I was jogging beside the railroad track headed toward’s Collegdale’s Southern University, and I heard a train coming: Sometimes it’s a BNSF train, and sometimes it’s a Norfolk Southern train. Traveling at about 35-40 MPH a Norfolk Southern diesel locomotive comes barreling into the clear. I smiled, kept jogging, and I waved. Of course, trains blow their whistles at the crossings, and the engineer had just passed the College Station Crossing. I had no idea if my waves would illicit a friendly blow, but THEY DID …. “Toot, Toot…. toot ,  toooooot”: I smiled from ear to ear and continued jogging. Granddaddy Alexander whom I never met (he died 31 years before I was born) immediately came to mind…. However….

Join me  the summer of 1988.

My dear friend of  mine, Loraine Morgan Hammontree (February 2, 1913- May 13, 1989) , and I had been cultivating our awesome, Varnell friendship, and she had said, “Uh, Haven, would you like to visit my sister (Ralph Morgan, I’m tracking you down for her name! LOL) in Dalton. She can tell us some stuff about Varnell from our childhood.”  Loraine’s sister was several years older than Loraine and she couldn’t drive, and neither could Loraine who had heart failure. I rearranged some of my busy, summer schedule (I was in town for the weekend from Lipscomb University Summer Semester where I was just about to finish my last year) , and we drove to Dalton. Loraine’s, sister was so hospitable and so sweet, and charming. I fell in love with her lovely demeanor immediately.

Loraine: Haven, I was just a kid and I don’t remember, but my sister remembers living in the Alexander’s house in Varnell. (Turning to her sister) Tell Haven about living there and Mr. Alexander.  Mr. Alexander was Haven’s great-grandfather.

Loraine’s sister: (With a huge smile). I didn’t know that! Let me tell you.  You know , Mr. Alexander had a fixed schedule, and we always kind of knew he was coming. He would begin tooting the whistle as he entered Varnell, and we would run down to the track. The train went right in front of the Alexander house, and he was going slow. Depending on what he had, he would toss it out to us kids. Sometimes, it was candy wrapped in sacks and sometimes it was bags of coal we needed for our coal-burning stove. It was like having Santa Claus!

Loraine: (Turning to me with a huge smile.) Yeah, just like Santa Claus, that’s just what I was thinking.

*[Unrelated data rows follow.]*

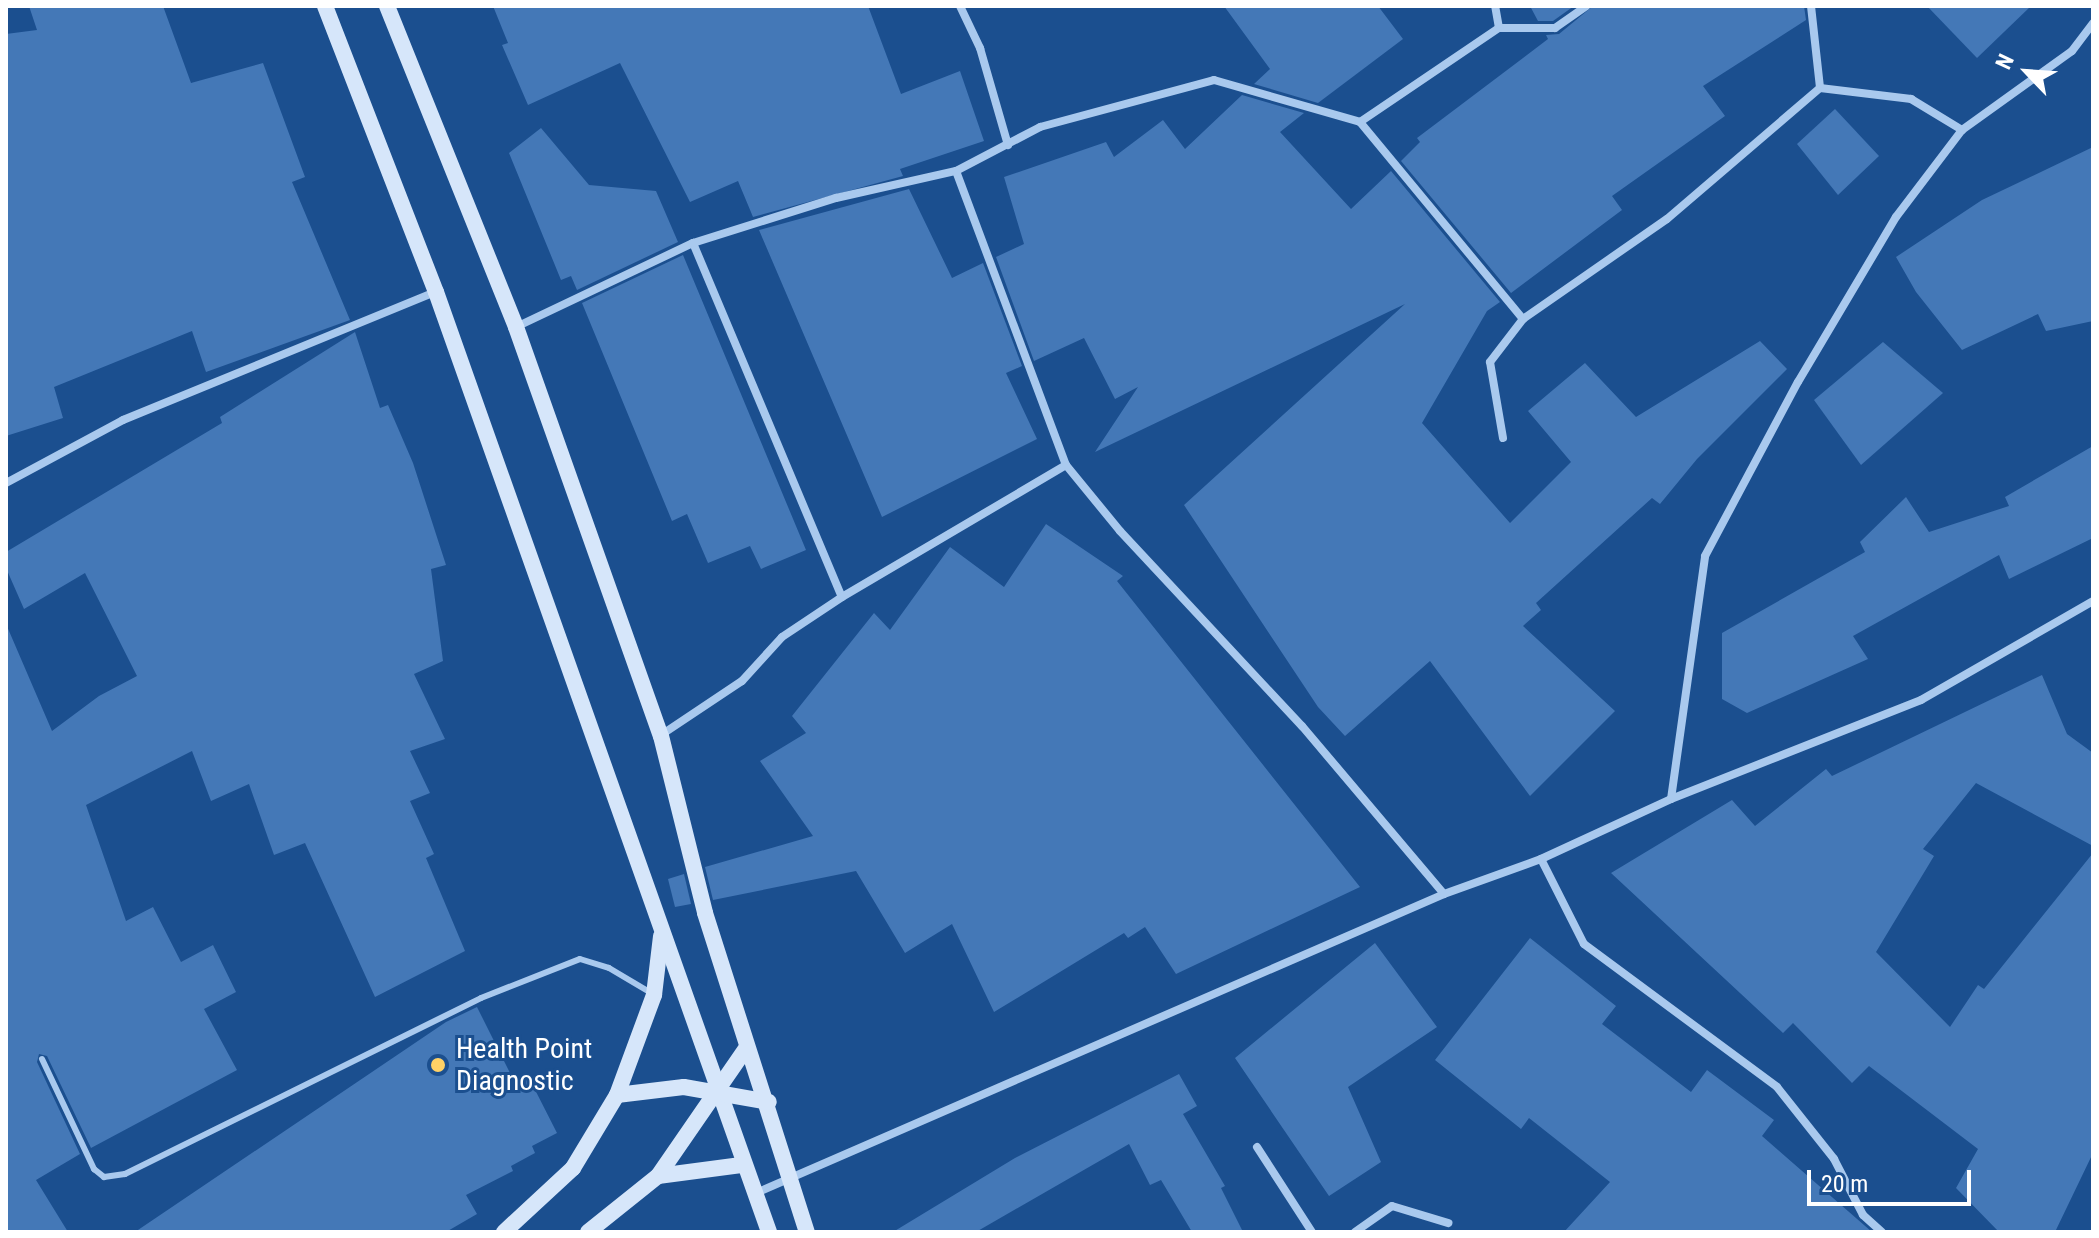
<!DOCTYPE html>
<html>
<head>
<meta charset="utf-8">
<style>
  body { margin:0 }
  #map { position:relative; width:2099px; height:1238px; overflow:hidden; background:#1b4f8f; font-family:"Roboto Condensed",sans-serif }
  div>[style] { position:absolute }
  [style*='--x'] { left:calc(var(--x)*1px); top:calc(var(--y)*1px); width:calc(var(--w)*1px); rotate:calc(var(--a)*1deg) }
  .building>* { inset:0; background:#4478b7 }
  .lane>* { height:6px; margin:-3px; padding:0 3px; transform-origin:3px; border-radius:3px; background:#a9c9ee }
  .street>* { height:8px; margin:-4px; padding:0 4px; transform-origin:4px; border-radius:4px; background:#a9c9ee }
  .secondary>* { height:16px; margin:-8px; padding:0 8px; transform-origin:8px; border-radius:8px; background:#d6e6fa }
  .dots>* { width:22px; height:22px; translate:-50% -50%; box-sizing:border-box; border:4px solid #1b4f8f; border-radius:50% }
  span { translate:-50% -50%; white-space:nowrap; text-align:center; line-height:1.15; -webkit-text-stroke:6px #1b4f8f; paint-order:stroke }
  .poi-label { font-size:28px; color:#fff }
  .left { translate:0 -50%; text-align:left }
  .frame { position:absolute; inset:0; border:8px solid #fff; pointer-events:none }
  .north { position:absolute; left:1987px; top:32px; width:80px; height:80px; -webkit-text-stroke:6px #1b4f8f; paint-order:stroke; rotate:295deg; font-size:22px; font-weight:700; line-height:32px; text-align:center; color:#fff }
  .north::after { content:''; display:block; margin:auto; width:28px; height:36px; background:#fff; clip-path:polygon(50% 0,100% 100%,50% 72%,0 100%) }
  .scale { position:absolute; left:1807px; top:1170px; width:164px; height:36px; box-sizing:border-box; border:4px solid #fff; border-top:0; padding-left:10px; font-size:24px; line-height:28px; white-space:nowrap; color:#fff; -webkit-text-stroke:6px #1b4f8f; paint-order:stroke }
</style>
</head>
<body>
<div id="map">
  <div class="building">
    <i style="clip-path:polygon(29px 6px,163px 6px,191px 83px,263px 63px,305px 177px,292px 182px,350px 320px,206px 372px,192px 331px,54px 387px,63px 418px,6px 436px,6px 34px,37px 30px)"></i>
    <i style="clip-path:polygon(493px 6px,868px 6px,901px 94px,960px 71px,984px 141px,900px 169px,903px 176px,753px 217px,738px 181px,690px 202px,620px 63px,528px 105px,502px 45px,508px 43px)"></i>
    <i style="clip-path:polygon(1224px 6px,1378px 6px,1403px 39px,1318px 103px,1254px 84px,1270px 69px)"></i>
    <i style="clip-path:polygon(1530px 6px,1574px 6px,1553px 21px,1538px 21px)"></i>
    <i style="clip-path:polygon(1593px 6px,1804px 6px,1806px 20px,1703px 86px,1725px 116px,1612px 196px,1622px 210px,1511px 293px,1401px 161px,1420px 142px,1417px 138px,1548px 39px,1546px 35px,1559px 34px)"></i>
    <i style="clip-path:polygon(1927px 6px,2031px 6px,1977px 58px)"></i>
    <i style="clip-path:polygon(1242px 95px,1304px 113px,1280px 132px,1351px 209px,1391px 171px,1500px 302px,1487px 311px,1422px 423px,1510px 523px,1571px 462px,1528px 411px,1585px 363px,1636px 417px,1760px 341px,1787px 369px,1697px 459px,1660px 504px,1652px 498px,1536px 603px,1541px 610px,1523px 626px,1615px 711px,1530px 796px,1430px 661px,1345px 736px,1318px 707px,1184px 505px,1405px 304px,1095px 452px,1138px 387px,1115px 399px,1084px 338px,1034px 361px,996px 257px,1024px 244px,1004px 177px,1106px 142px,1114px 157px,1163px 120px,1185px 149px)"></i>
    <i style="clip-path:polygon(1835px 109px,1879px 156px,1838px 195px,1797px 144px)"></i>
    <i style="clip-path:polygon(541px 128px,589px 185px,656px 191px,678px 242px,577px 290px,571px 276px,561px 280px,509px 153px)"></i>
    <i style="clip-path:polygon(2093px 147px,2093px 321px,2046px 331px,2038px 314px,1962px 350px,1916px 292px,1896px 257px,1982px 200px)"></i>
    <i style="clip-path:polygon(909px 189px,952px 278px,983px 263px,1022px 366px,1006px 373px,1037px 439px,882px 517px,759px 230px)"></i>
    <i style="clip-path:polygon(683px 255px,806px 550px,761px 569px,750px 546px,708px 563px,687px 514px,672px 521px,582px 303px)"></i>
    <i style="clip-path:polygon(355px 332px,380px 408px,388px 405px,413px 463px,446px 565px,431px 569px,443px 661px,414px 674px,445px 739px,410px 751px,430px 793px,410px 801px,434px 854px,426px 858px,465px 951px,375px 997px,305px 843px,274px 855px,249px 784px,211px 801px,192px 751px,86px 805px,126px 921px,153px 907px,181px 962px,213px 945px,236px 992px,204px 1009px,237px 1070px,91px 1148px,47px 1056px,39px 1054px,37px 1062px,80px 1154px,36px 1180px,68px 1232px,6px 1232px,6px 624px,52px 731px,99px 696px,137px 676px,85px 573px,24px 609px,6px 568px,6px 552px,222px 423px,220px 417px)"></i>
    <i style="clip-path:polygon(1883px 342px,1943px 393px,1861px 465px,1814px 400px)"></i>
    <i style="clip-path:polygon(2093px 446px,2093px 538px,2009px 579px,1999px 555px,1853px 636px,1868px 659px,1747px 713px,1722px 699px,1722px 633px,1865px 552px,1860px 542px,1906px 497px,1929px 532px,2009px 506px,2005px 497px)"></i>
    <i style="clip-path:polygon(1046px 524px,1123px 576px,1117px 581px,1360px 887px,1176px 974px,1145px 927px,1128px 938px,1124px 933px,994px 1012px,952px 924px,905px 953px,856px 871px,713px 900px,705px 867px,813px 836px,760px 761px,806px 733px,792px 716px,874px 613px,890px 630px,950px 547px,1004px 587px)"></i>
    <i style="clip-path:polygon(2042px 675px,2067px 734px,2093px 753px,2093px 846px,1976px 783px,1923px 849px,1934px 856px,1876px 952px,1950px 1027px,1978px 985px,1984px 989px,2093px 853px,2093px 1153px,2055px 1232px,1999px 1232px,1956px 1188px,1978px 1149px,1869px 1066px,1852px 1083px,1793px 1023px,1783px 1033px,1611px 873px,1732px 800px,1755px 826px,1826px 769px,1832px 776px)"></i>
    <i style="clip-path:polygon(684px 874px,691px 904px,675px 907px,668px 879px)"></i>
    <i style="clip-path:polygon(1530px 938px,1616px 1006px,1602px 1024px,1691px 1092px,1707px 1070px,1774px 1120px,1762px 1136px,1872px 1232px,1564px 1232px,1610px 1182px,1529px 1118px,1521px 1129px,1435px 1060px)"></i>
    <i style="clip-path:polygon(1375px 943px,1437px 1027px,1348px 1087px,1381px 1162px,1329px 1196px,1235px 1058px)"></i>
    <i style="clip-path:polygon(477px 1007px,514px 1081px,527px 1074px,557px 1133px,532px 1146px,535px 1153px,511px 1166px,513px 1171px,466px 1195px,477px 1214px,446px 1232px,135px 1232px,446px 1022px)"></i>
    <i style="clip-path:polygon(1179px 1074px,1197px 1106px,1183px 1114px,1225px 1186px,1221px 1188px,1243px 1232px,1192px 1232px,1161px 1180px,1150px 1185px,1129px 1144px,976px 1232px,893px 1232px,1015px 1158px)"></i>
  </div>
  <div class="lane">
    <i style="--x:42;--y:1059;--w:122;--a:64.7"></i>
    <i style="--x:94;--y:1169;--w:13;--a:39"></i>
    <i style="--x:104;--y:1177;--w:21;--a:-8"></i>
    <i style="--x:125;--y:1174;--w:397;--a:-26.3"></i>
    <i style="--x:481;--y:998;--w:106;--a:-21.5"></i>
    <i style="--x:580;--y:959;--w:30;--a:17"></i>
    <i style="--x:609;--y:968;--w:51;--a:30.6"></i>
  </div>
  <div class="street">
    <i style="--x:960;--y:6;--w:47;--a:64.5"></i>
    <i style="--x:980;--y:48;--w:101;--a:73.9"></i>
    <i style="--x:1811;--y:6;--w:82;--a:83.7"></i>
    <i style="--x:1499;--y:28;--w:56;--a:0"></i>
    <i style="--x:1555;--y:28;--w:38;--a:-35"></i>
    <i style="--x:1360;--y:122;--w:256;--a:50.4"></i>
    <i style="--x:956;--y:171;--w:314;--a:69.5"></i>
    <i style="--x:1066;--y:465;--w:85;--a:50.7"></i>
    <i style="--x:1120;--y:531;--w:267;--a:47"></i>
    <i style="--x:1302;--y:726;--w:220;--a:49.8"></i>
    <i style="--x:693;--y:243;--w:384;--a:67.2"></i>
    <i style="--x:516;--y:327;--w:196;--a:-25.4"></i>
    <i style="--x:693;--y:243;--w:150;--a:-17.5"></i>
    <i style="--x:836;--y:198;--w:123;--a:-12.7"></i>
    <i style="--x:956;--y:171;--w:95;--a:-27.6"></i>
    <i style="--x:1040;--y:127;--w:180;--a:-15.1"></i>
    <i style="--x:1214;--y:80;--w:152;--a:16"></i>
    <i style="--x:1360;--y:122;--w:168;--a:-34.1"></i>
    <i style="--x:1499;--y:28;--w:22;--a:-100"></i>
    <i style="--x:1503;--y:438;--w:77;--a:-99.7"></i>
    <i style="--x:1490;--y:362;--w:54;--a:-52.5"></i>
    <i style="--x:1523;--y:319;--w:175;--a:-34.8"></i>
    <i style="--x:1667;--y:219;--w:201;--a:-40.6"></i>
    <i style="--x:1820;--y:88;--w:92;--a:6.9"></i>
    <i style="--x:1911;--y:99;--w:60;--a:31.3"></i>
    <i style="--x:6;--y:483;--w:133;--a:-28.3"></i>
    <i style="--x:123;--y:420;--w:337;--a:-22.3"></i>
    <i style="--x:661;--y:735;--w:97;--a:-33.7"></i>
    <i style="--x:742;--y:681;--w:59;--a:-47.7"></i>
    <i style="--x:782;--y:637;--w:72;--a:-33.7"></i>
    <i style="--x:842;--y:597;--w:260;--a:-30.5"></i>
    <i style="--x:1671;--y:799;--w:245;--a:-82"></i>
    <i style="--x:1705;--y:556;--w:197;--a:-61.9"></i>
    <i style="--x:1798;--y:382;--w:192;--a:-59.3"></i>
    <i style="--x:1896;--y:217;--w:109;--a:-52.8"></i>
    <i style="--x:1962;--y:130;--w:135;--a:-35.7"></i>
    <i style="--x:2072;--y:51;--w:35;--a:-53"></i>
    <i style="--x:1541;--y:859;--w:95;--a:63.2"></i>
    <i style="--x:1584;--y:944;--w:240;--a:36.5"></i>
    <i style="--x:1777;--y:1087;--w:92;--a:51.6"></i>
    <i style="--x:1834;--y:1159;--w:63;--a:62.6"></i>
    <i style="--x:1863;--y:1215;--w:25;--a:42"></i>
    <i style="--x:1257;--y:1147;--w:101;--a:57.1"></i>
    <i style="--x:756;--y:1193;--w:750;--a:-23.49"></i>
    <i style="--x:1444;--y:894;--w:103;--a:-19.8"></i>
    <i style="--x:1541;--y:859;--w:143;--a:-24.8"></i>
    <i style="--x:1671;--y:799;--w:269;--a:-21.6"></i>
    <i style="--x:1921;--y:700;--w:198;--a:-29.9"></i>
    <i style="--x:1355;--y:1232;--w:45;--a:-35.1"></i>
    <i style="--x:1392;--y:1206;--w:59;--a:16.9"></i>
  </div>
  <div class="secondary">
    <i style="--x:325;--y:6;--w:307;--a:68.8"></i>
    <i style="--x:436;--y:292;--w:997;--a:70.49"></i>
    <i style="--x:387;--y:6;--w:346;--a:68.1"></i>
    <i style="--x:516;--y:327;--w:434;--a:70.5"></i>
    <i style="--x:661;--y:736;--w:182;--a:76"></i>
    <i style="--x:705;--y:913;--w:335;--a:72.3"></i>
    <i style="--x:617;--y:1095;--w:67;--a:-6.8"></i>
    <i style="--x:684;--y:1087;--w:86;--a:10"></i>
    <i style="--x:658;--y:1176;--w:157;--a:-55.4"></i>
    <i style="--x:504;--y:1232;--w:94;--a:-42.8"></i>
    <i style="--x:573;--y:1168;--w:85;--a:-58.9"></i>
    <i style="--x:617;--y:1095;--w:107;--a:-69.7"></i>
    <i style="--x:654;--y:995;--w:59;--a:-83.2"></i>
    <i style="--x:588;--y:1232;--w:90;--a:-38.7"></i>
    <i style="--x:658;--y:1176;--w:84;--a:-7.5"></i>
  </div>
  <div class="dots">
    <i style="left:438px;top:1065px;background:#ffd166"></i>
  </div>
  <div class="poi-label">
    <span class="left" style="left:456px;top:1065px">Health Point<br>Diagnostic</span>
  </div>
  <div class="frame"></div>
  <div class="north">N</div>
  <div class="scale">20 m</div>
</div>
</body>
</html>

The visit was perfect, and I had spoken with someone who knew Granddaddy Alexander personally. I took Loraine home with a full heart and lots of joy.

Before I finish this Santa Claus tale of  Granddaddy Alexander, I ‘ve got to share one more thing (I could be dead tomorrow, and I want Carter & Ammon to know) LOL ….

Trains (Steam engines in the 1900s – 1930s) were steam engines and so different from the powerful diesels of today. The trains stopped at every “pig trail” in those days. Granddaddy Alexander’s route took him from Atlanta to Chattanooga. When stopping at the “pig trails”, boys from the local area would bring stuff (nuts, berries, live animals such as baby squirrels or baby opossums) to sell to him. He would buy whatever for a few pennies. On up the line, while stopping for water, coal, or passengers, he would let the animals go free. He sometimes would even take a baby squirrel or a baby opossum back to his house in Atlanta for Nanny, Madeline, and Florence to play with!  In a few weeks he would put them back in his pocket, take them to Inman Yard where his engine was then carry them back up towards Chattanooga where he would set them free.

Back to September 28, 2018-

As I turned around to face my jogging destination, I was overcome with emotion, and tears came unexpectedly into my eyes as I started sobbing  with happiness about Granddaddy Alexander as I trotted onward.

No one is ever perfect, but William Oliver Alexander was a good, caring human with a wonderful heart.  His girls (Mary Naomi Alexander Caylor, Gloria Madeline Alexander Kirk, and Florence L. Alexander Sheeley) adored him. Nanny always shared how he loved life, loved to joke, and loved nature.

With my memories and the wonderful avenue of the Internet and/or writing journals, I can keep Granddaddy Alexander and his story “alive”.